INSTRUCTIONS FOR THE TASK: How many lines in the records below include "absolute"? Answer with the number only.

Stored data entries
╔══

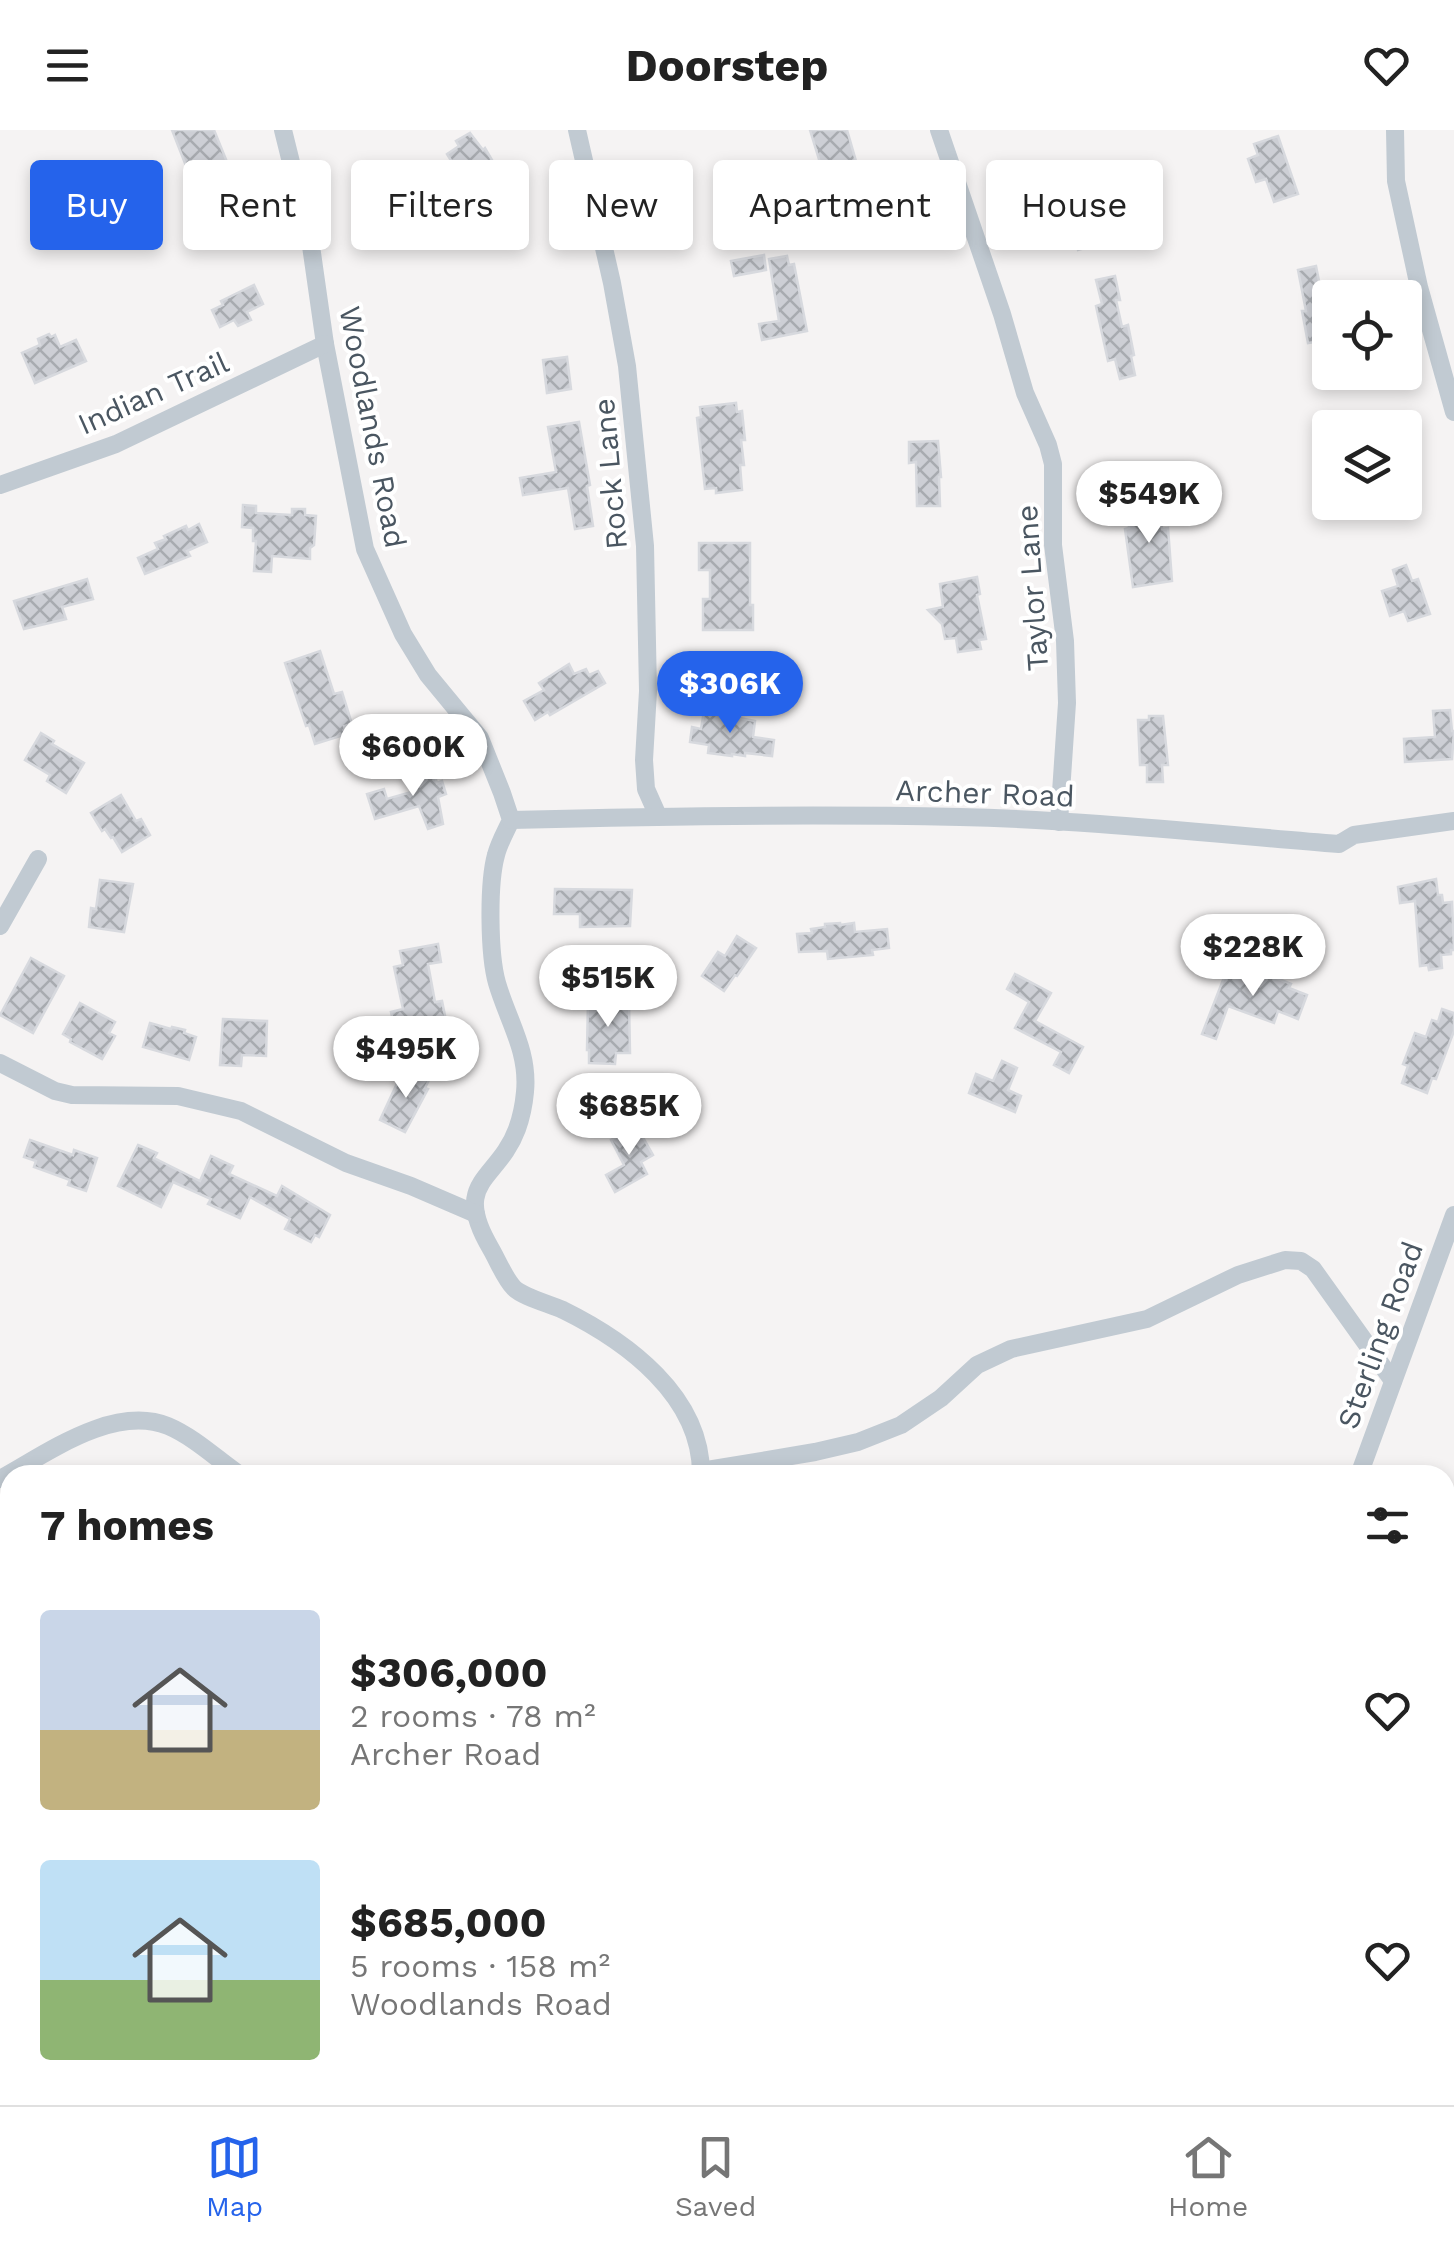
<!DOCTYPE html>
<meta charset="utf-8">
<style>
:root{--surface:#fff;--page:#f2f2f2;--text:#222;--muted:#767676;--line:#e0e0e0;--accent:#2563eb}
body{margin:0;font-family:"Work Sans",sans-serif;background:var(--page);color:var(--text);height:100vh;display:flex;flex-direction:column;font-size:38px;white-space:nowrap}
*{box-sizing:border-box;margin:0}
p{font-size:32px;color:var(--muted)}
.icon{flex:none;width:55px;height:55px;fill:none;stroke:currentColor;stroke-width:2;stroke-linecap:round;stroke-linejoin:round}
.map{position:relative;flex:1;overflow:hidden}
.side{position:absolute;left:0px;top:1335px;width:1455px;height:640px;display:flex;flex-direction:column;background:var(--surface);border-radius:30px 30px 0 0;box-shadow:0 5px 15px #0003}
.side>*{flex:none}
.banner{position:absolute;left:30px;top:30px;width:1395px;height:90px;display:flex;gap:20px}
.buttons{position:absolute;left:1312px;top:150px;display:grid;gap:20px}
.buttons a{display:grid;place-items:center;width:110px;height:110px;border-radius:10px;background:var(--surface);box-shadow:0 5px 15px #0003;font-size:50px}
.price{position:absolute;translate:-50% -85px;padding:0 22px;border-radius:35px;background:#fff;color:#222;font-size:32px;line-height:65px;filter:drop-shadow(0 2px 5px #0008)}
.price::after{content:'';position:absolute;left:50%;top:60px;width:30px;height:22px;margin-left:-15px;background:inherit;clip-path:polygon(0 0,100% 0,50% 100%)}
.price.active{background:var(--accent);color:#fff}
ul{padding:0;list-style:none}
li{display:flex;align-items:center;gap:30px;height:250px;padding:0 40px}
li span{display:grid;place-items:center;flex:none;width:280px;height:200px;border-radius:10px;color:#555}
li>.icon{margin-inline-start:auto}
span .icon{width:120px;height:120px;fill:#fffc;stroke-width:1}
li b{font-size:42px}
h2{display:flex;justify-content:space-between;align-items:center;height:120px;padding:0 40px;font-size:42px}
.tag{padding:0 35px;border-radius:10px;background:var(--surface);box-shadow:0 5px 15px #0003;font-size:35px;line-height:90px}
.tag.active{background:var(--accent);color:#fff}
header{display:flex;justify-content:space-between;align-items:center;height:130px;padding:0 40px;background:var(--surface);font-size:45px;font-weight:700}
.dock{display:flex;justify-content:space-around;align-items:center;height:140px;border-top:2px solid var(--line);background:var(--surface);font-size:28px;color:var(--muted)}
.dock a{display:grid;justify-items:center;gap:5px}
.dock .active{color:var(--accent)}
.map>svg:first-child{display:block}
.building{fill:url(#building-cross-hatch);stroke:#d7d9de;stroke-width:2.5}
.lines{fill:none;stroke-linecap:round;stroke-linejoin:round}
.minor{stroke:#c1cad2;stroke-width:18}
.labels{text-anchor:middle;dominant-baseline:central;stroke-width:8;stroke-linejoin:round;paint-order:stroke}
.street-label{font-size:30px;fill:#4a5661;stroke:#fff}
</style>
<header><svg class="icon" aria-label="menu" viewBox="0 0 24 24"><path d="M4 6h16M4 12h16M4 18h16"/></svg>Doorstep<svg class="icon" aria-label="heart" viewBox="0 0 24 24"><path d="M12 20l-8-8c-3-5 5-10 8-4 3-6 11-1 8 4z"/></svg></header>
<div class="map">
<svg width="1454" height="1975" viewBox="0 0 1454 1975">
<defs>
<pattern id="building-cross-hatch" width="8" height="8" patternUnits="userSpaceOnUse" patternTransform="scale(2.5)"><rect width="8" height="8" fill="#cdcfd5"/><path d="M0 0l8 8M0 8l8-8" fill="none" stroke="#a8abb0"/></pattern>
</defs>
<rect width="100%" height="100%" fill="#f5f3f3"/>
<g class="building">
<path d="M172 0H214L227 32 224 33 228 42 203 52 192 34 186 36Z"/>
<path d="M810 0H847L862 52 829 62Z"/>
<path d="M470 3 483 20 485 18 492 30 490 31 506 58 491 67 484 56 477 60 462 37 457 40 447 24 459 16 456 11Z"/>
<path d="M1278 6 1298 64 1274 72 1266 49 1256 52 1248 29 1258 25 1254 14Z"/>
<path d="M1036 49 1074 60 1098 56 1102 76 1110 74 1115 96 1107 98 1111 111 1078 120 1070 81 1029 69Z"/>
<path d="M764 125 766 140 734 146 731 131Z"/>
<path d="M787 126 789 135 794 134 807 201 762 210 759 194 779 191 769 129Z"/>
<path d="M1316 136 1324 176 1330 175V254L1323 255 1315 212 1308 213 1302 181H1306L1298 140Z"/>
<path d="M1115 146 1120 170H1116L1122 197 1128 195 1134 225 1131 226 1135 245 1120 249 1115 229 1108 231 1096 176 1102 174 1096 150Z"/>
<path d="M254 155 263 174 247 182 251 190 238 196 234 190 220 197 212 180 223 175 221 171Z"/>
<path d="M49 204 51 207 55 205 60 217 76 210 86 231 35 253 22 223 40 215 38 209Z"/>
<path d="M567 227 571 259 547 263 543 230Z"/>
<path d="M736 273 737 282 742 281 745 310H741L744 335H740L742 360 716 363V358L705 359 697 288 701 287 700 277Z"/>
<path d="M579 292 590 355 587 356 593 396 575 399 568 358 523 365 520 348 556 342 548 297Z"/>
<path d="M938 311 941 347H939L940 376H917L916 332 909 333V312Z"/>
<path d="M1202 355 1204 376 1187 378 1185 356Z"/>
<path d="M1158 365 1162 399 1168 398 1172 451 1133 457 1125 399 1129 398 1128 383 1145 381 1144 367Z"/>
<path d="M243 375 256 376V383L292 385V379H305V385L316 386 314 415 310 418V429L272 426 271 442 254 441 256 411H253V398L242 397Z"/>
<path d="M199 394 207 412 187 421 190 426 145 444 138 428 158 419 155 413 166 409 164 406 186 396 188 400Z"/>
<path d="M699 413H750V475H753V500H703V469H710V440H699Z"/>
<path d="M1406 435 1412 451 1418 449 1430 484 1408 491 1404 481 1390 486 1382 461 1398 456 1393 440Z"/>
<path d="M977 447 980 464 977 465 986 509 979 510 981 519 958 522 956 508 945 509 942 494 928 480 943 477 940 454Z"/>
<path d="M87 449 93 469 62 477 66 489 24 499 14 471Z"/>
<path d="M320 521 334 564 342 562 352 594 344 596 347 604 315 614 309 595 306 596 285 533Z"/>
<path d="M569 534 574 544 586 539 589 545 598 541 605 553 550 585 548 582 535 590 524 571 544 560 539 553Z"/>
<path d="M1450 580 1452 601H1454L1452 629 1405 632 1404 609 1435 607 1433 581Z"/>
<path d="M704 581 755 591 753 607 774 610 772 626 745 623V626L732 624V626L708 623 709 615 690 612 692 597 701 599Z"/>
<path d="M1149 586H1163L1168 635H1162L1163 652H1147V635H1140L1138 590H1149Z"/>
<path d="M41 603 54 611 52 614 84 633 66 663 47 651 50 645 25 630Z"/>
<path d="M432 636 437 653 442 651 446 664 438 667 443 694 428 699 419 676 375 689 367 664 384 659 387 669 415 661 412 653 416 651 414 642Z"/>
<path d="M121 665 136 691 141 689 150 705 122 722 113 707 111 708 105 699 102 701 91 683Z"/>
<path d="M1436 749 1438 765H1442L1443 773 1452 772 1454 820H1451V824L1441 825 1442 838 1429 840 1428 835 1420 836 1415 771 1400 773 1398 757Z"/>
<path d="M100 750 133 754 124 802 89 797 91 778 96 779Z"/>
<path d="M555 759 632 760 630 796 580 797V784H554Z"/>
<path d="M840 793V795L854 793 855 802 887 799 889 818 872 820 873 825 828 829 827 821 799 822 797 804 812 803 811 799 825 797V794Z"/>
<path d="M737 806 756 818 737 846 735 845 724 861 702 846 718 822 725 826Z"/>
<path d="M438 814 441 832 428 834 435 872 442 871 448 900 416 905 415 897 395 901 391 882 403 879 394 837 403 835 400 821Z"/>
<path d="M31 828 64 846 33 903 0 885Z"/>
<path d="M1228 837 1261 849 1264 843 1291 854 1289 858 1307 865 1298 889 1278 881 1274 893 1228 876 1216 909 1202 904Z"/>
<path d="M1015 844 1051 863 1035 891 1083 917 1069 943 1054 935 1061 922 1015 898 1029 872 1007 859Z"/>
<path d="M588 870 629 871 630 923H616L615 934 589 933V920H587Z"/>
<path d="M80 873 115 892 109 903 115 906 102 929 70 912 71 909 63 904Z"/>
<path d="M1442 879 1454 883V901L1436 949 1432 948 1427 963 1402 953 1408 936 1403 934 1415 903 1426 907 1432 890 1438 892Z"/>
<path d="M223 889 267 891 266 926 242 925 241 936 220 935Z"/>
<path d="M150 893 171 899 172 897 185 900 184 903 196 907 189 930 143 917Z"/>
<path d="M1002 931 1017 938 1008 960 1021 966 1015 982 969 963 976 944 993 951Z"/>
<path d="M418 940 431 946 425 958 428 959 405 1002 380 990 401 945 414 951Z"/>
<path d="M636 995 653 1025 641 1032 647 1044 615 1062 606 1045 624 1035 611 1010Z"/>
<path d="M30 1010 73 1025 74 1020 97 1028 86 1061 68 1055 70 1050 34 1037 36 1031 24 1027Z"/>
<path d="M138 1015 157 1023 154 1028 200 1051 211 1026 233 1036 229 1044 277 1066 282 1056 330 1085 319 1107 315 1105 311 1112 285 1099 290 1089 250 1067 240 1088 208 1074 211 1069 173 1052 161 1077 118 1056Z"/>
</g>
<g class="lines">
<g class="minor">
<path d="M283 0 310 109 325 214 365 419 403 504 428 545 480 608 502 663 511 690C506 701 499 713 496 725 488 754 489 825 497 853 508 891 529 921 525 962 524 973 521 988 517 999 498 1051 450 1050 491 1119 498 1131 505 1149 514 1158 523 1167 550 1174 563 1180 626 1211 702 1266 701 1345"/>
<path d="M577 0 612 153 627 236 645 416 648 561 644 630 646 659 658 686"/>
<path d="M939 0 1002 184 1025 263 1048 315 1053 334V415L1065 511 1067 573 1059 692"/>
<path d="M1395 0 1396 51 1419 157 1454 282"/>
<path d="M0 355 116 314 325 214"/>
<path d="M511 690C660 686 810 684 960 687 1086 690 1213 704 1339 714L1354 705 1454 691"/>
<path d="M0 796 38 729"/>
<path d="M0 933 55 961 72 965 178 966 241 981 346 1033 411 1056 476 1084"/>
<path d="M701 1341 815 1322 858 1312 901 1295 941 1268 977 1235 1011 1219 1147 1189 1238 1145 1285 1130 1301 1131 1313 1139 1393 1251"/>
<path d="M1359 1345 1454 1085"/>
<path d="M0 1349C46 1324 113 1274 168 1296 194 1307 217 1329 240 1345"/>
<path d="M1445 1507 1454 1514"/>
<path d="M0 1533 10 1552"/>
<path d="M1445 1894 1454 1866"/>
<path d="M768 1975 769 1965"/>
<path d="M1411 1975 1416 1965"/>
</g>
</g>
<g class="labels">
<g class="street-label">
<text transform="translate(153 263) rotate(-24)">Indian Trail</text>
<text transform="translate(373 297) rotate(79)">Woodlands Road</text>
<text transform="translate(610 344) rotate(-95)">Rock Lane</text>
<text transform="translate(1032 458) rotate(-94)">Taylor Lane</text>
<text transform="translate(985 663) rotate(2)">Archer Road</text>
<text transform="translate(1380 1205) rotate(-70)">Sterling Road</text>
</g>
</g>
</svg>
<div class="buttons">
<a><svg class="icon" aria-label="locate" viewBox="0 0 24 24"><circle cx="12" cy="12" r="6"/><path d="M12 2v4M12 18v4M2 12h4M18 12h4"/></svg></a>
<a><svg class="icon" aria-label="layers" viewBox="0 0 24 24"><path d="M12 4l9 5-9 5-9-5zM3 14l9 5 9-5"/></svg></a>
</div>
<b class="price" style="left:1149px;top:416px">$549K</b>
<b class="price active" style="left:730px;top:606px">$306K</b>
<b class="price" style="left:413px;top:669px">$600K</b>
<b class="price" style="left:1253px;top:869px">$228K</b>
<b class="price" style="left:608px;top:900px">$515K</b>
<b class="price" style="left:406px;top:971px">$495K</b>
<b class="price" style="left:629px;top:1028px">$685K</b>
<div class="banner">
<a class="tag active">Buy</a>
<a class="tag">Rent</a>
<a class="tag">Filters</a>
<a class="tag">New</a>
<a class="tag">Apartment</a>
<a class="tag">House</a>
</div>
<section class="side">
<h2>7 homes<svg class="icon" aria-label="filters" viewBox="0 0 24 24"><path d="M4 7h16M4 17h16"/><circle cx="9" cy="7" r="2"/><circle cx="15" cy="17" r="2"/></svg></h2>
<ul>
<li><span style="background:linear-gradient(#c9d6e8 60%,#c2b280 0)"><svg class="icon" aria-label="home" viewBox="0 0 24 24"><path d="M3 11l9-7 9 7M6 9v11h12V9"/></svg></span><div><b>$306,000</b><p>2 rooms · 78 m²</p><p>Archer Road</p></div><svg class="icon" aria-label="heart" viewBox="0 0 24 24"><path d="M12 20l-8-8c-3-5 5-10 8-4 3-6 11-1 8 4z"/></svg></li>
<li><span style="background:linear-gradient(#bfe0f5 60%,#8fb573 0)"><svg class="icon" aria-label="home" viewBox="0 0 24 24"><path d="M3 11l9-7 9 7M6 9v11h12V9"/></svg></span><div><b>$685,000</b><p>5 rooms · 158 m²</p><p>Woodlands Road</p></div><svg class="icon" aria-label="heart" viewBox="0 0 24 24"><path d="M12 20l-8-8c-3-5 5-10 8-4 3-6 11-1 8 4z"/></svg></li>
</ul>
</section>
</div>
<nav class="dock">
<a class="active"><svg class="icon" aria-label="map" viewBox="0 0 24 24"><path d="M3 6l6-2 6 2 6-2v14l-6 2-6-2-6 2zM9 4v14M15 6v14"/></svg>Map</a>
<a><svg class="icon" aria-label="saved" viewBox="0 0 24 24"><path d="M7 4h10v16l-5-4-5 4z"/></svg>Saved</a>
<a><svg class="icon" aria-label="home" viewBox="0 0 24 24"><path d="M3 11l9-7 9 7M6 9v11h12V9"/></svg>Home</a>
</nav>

╚══

EXERCISE OUTPUT: 5